─── EXCERPTED RECORDS

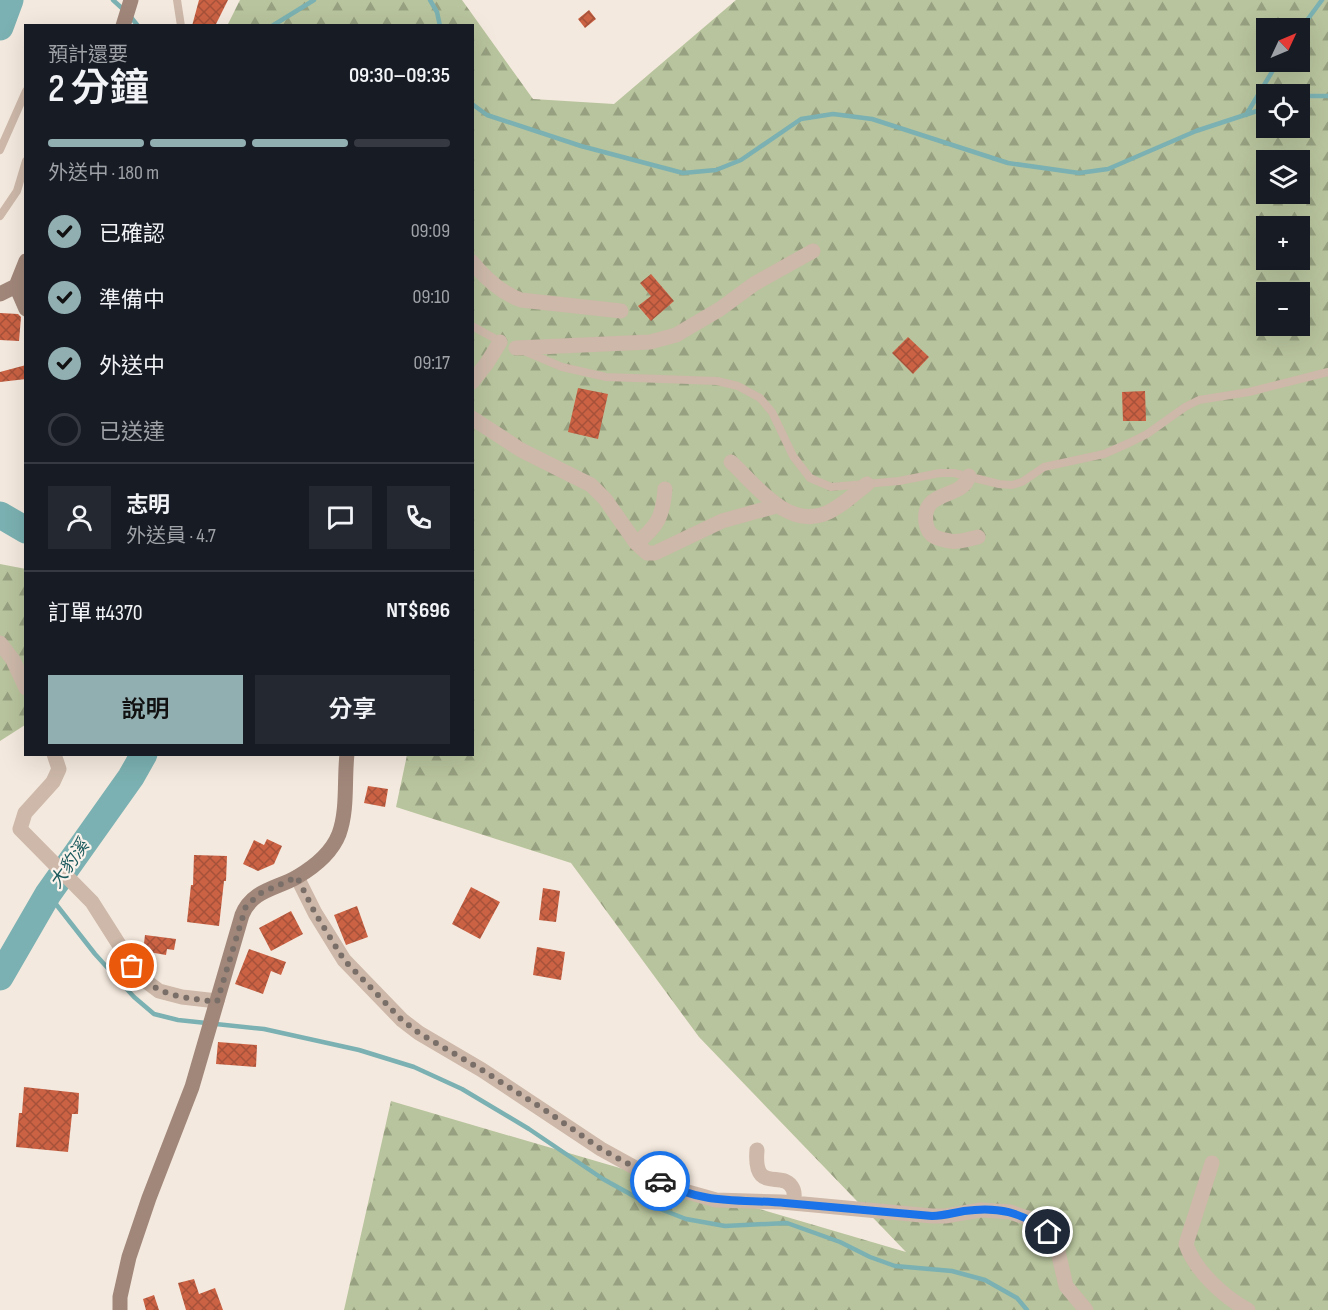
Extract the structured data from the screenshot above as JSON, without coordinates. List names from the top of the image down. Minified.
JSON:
{"water":["大豹溪"],"north":"top right","page":{"map_buttons":["+","−"],"heading":["2 分鐘","預計還要","09:30–09:35"],"panel":["志明","外送員 · 4.7","訂單 #4370","NT$696"],"bar":"外送中 · 180 m","list":[["已確認","09:09"],["準備中","09:10"],["外送中","09:17"],"已送達"],"buttons":["說明","分享"]}}
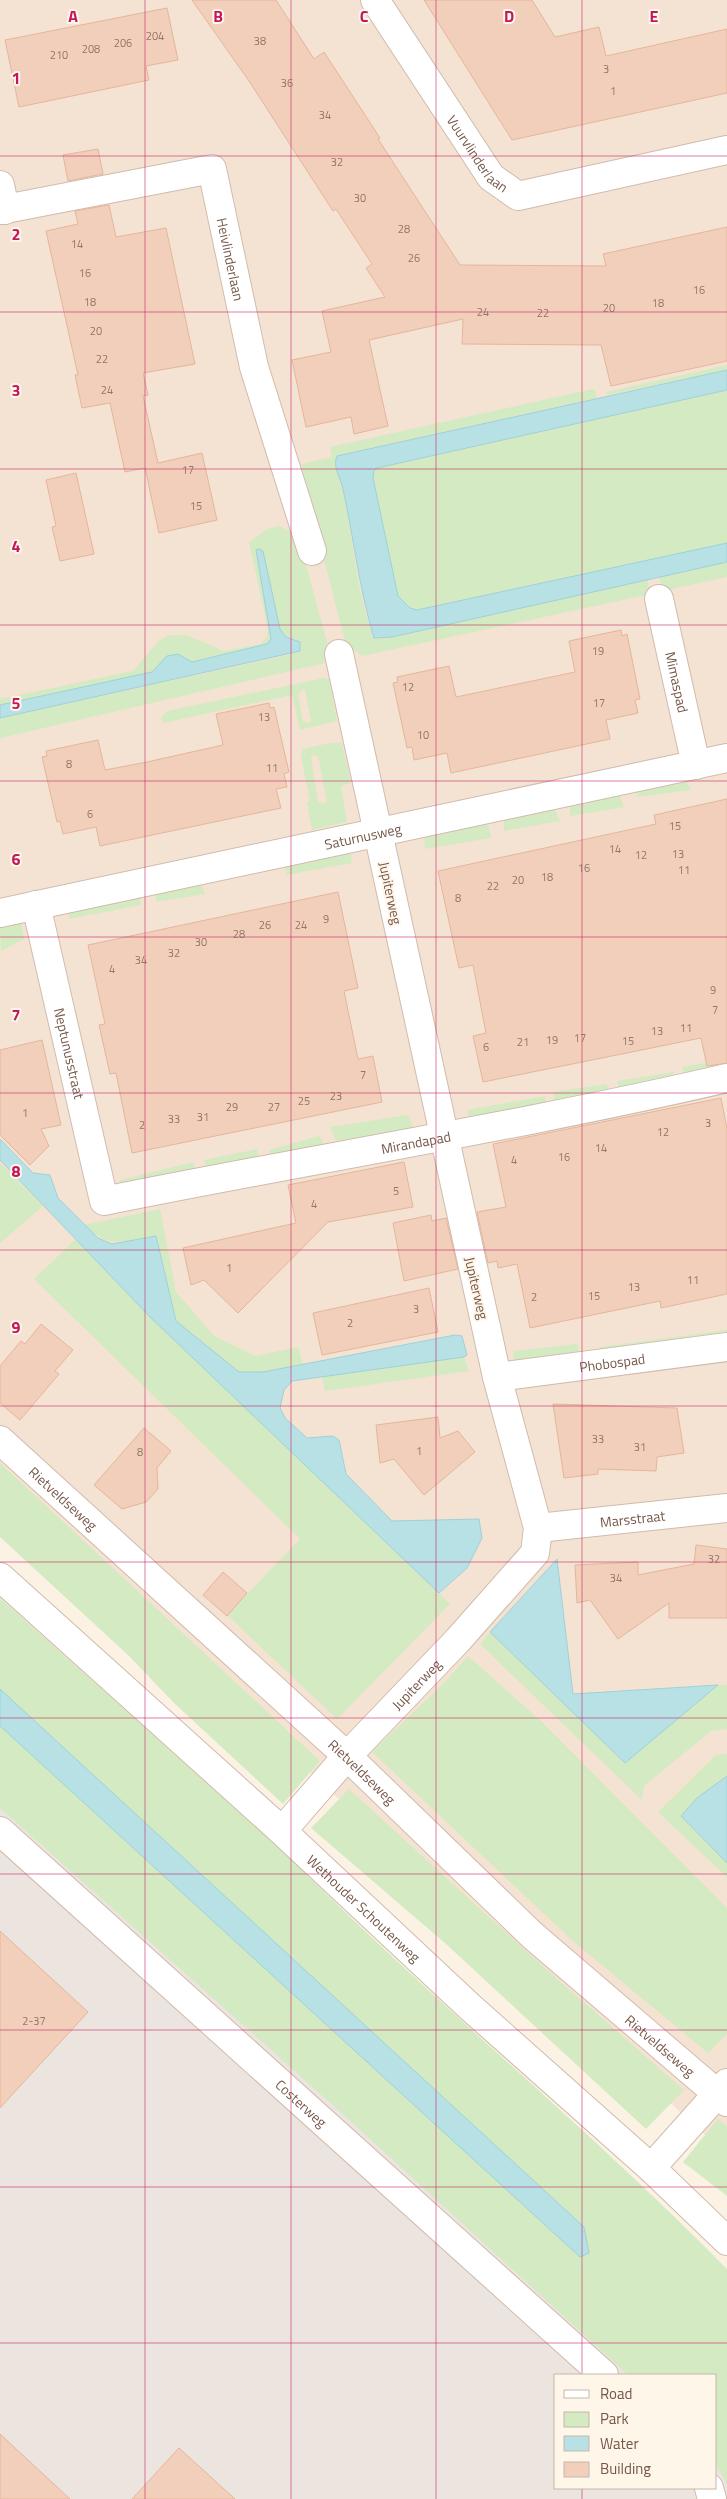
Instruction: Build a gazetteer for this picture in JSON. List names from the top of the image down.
{
  "streets": {
    "street": [
      "Vuurvlinderlaan",
      "Heivlinderlaan",
      "Mimaspad",
      "Saturnusweg",
      "Jupiterweg",
      "Neptunusstraat",
      "Mirandapad",
      "Phobospad",
      "Rietveldseweg",
      "Marsstraat",
      "Wethouder Schoutenweg",
      "Costerweg"
    ]
  },
  "crossings": [
    ["Mimaspad", "Saturnusweg"],
    ["Saturnusweg", "Jupiterweg"],
    ["Saturnusweg", "Neptunusstraat"],
    ["Jupiterweg", "Mirandapad"],
    ["Jupiterweg", "Phobospad"],
    ["Jupiterweg", "Rietveldseweg"],
    ["Jupiterweg", "Marsstraat"],
    ["Jupiterweg", "Wethouder Schoutenweg"],
    ["Neptunusstraat", "Mirandapad"]
  ],
  "house_numbers": [
    "204",
    "38",
    "206",
    "208",
    "210",
    "3",
    "36",
    "1",
    "34",
    "32",
    "30",
    "28",
    "14",
    "26",
    "16",
    "16",
    "18",
    "18",
    "20",
    "24",
    "22",
    "20",
    "22",
    "24",
    "17",
    "15",
    "19",
    "12",
    "17",
    "13",
    "10",
    "8",
    "11",
    "6",
    "15",
    "14",
    "13",
    "12",
    "16",
    "11",
    "18",
    "20",
    "22",
    "8",
    "9",
    "26",
    "24",
    "28",
    "30",
    "32",
    "34",
    "4",
    "9",
    "7",
    "11",
    "13",
    "17",
    "19",
    "15",
    "21",
    "6",
    "7",
    "23",
    "25",
    "29",
    "27",
    "1",
    "31",
    "33",
    "3",
    "2",
    "12",
    "14",
    "16",
    "4",
    "5",
    "4",
    "1",
    "11",
    "13",
    "15",
    "2",
    "3",
    "2",
    "33",
    "31",
    "1",
    "8",
    "32",
    "34",
    "2-37"
  ],
  "legend": [
    "Road",
    "Park",
    "Water",
    "Building"
  ],
  "grid": {
    "columns": [
      "A",
      "B",
      "C",
      "D",
      "E"
    ],
    "rows": [
      "1",
      "2",
      "3",
      "4",
      "5",
      "6",
      "7",
      "8",
      "9"
    ]
  }
}
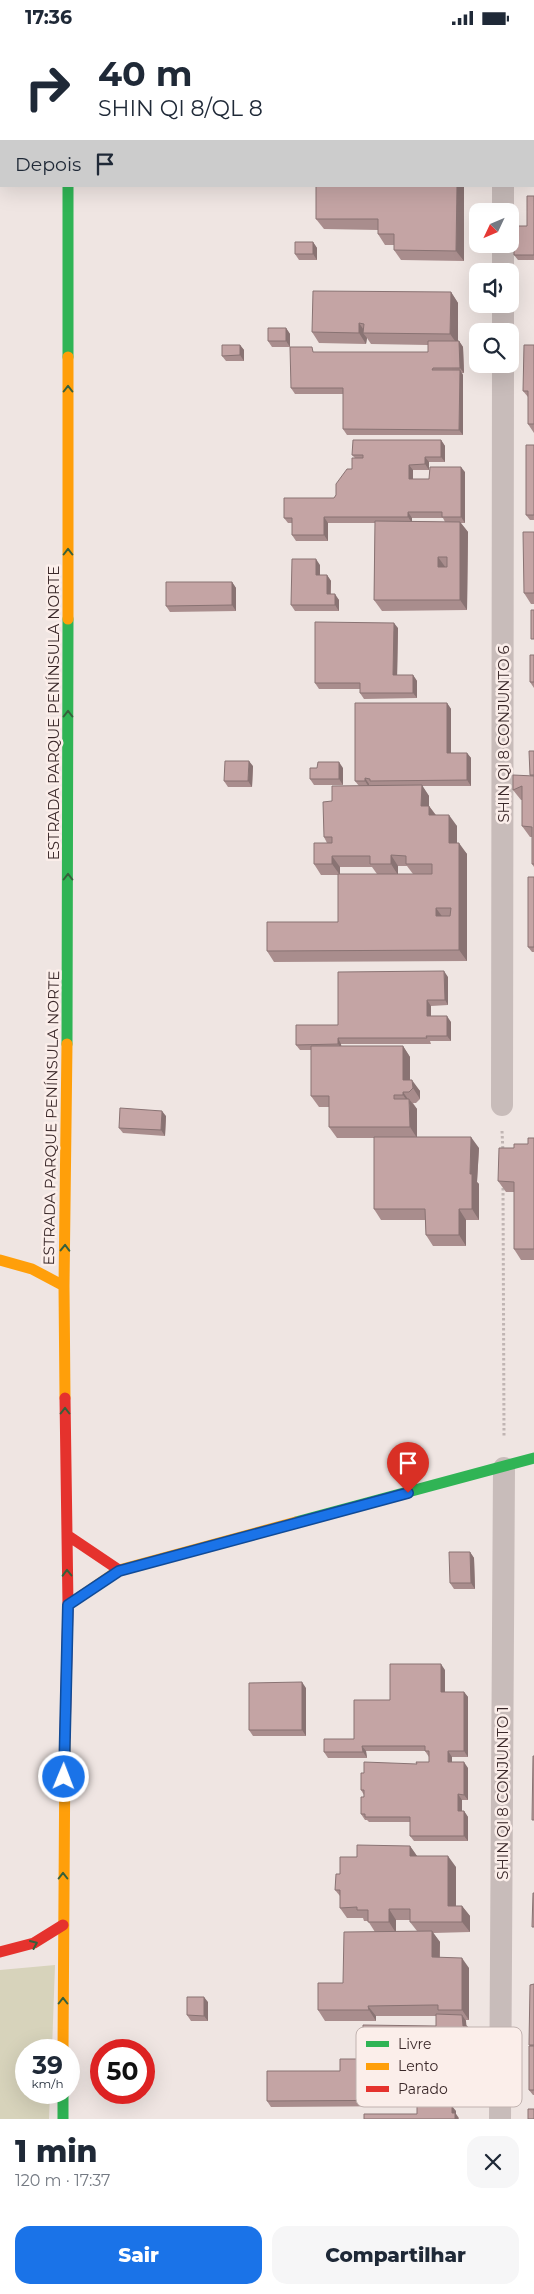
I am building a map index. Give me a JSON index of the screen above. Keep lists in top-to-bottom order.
{
  "streets": {
    "main road": ["ESTRADA PARQUE PENÍNSULA NORTE"],
    "street": ["SHIN QI 8 CONJUNTO 6", "SHIN QI 8 CONJUNTO 1"]
  },
  "one_way": ["ESTRADA PARQUE PENÍNSULA NORTE"],
  "legend": ["Livre", "Lento", "Parado"],
  "north": "bottom left",
  "page": {
    "status": "17:36",
    "turn": ["40 m", "SHIN QI 8/QL 8"],
    "then": "Depois",
    "speed": "39 km/h",
    "limit": "50",
    "heading": ["1 min", "120 m · 17:37"],
    "buttons": ["Sair", "Compartilhar"]
  }
}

──────

From the listing, copy each line containing the word "above".

--- EXERCISE SOLUTION ---
Extract the structured data from the screenshot above as JSON, without coordinates. List names from the top of the image down. Minified.
I am building a map index. Give me a JSON index of the screen above. Keep lists in top-to-bottom order.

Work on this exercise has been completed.